**Dataset excerpt:**
▼

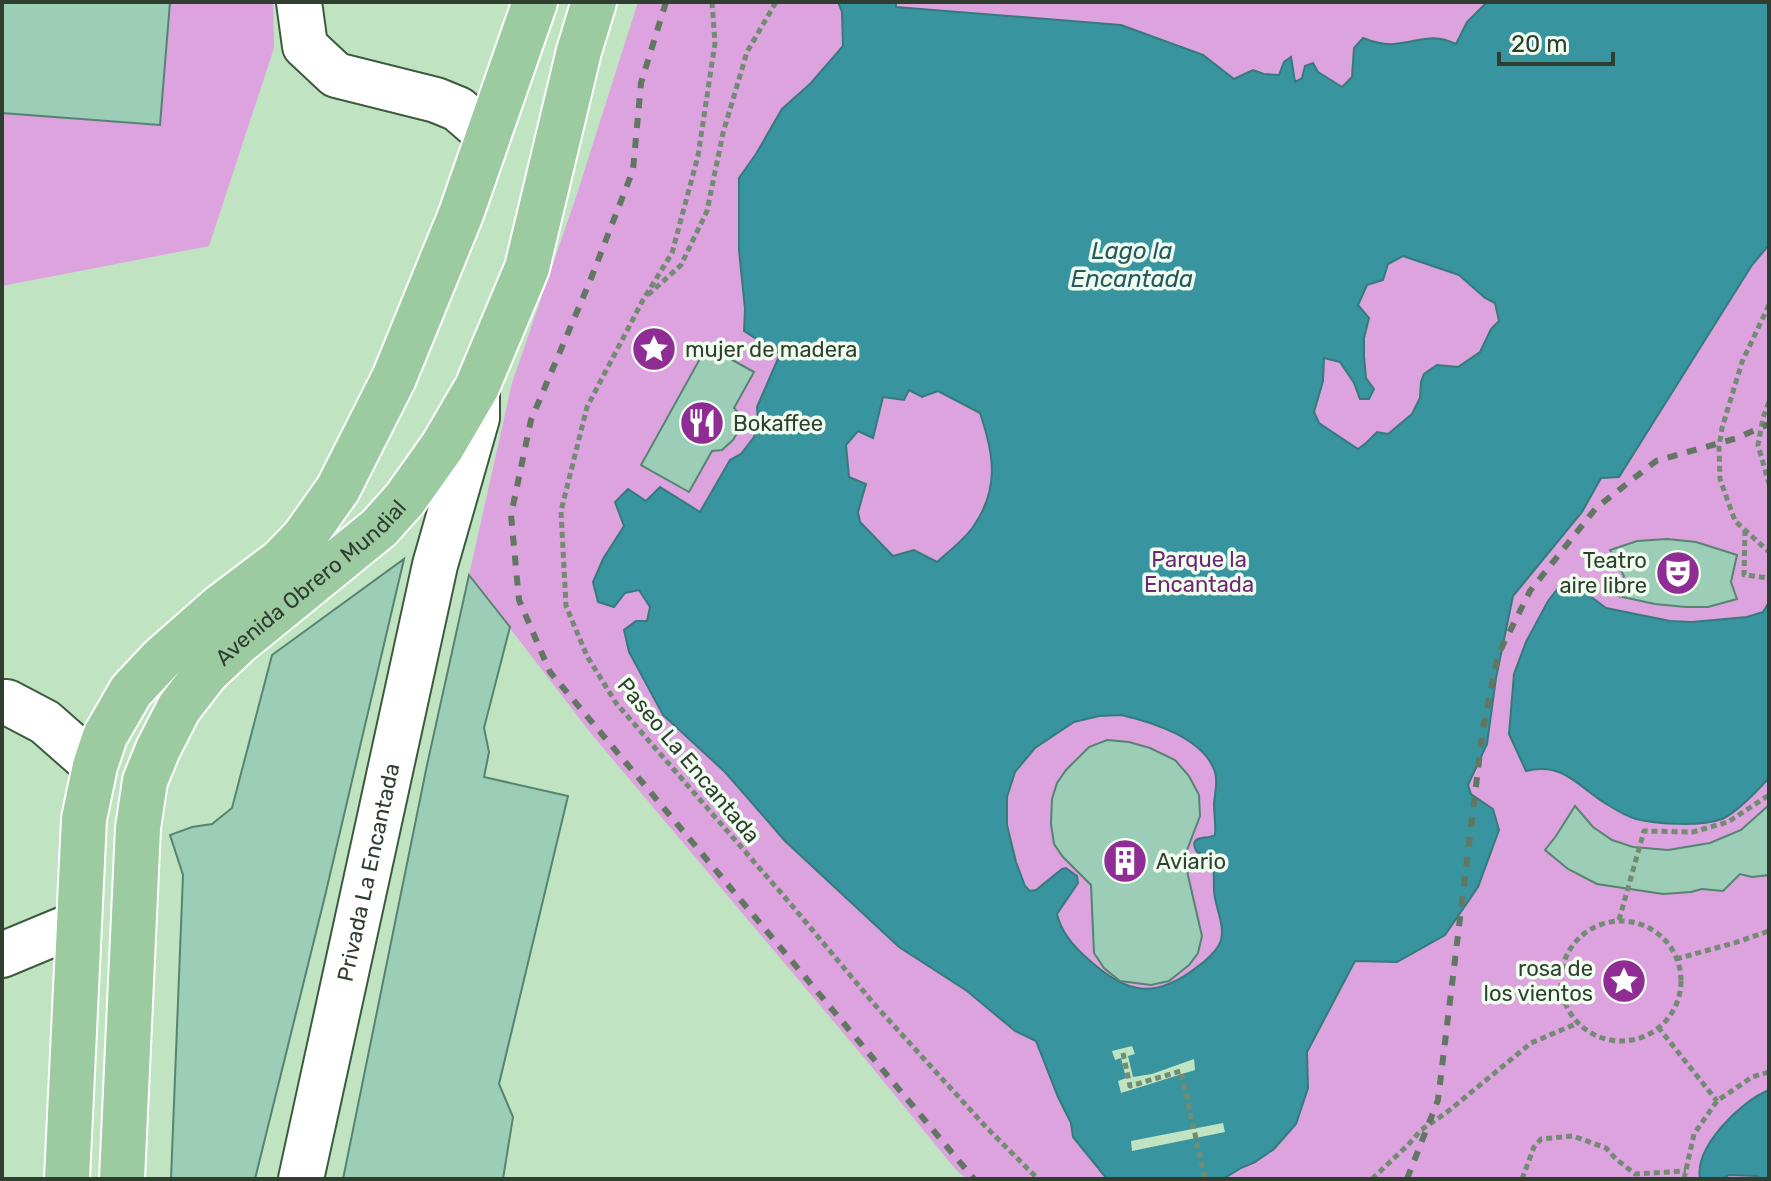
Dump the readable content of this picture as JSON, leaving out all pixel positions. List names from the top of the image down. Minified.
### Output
{"streets":{"main road":["Avenida Obrero Mundial"],"street":["Privada La Encantada"],"path":["Paseo La Encantada"]},"crossings":[["Avenida Obrero Mundial","Privada La Encantada"]],"water":["Lago la Encantada"],"parks":["Parque la Encantada"],"places":{"place":["mujer de madera","rosa de los vientos"],"restaurant":["Bokaffee"],"theatre":["Teatro aire libre"],"building":["Aviario"]},"scale_bar":"20 m"}
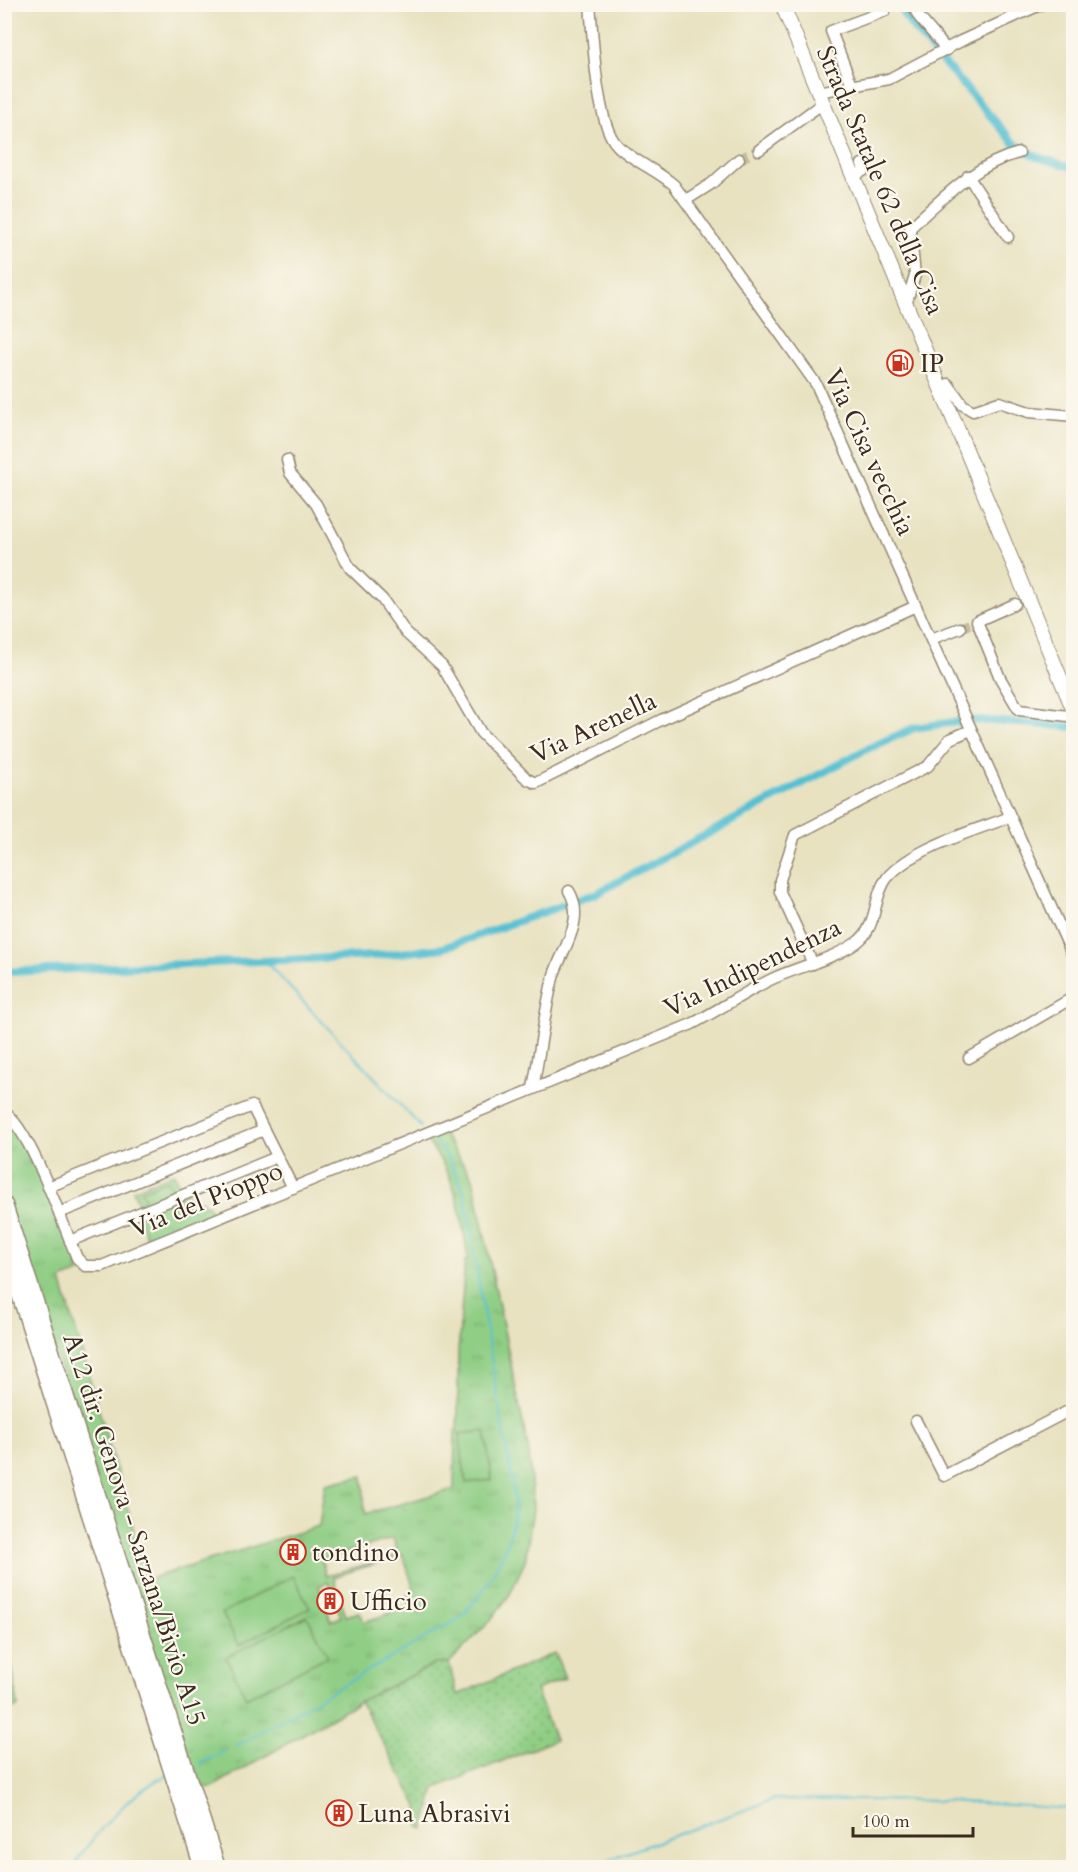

▲

Make an exact copy of all the material, but keep the pictures out of it.

**Finished exercise:**
Dump the readable content of this picture as JSON, leaving out all pixel positions. List names from the top of the image down. Minified.
### Output
{"streets":{"main road":["Avenida Obrero Mundial"],"street":["Privada La Encantada"],"path":["Paseo La Encantada"]},"crossings":[["Avenida Obrero Mundial","Privada La Encantada"]],"water":["Lago la Encantada"],"parks":["Parque la Encantada"],"places":{"place":["mujer de madera","rosa de los vientos"],"restaurant":["Bokaffee"],"theatre":["Teatro aire libre"],"building":["Aviario"]},"scale_bar":"20 m"}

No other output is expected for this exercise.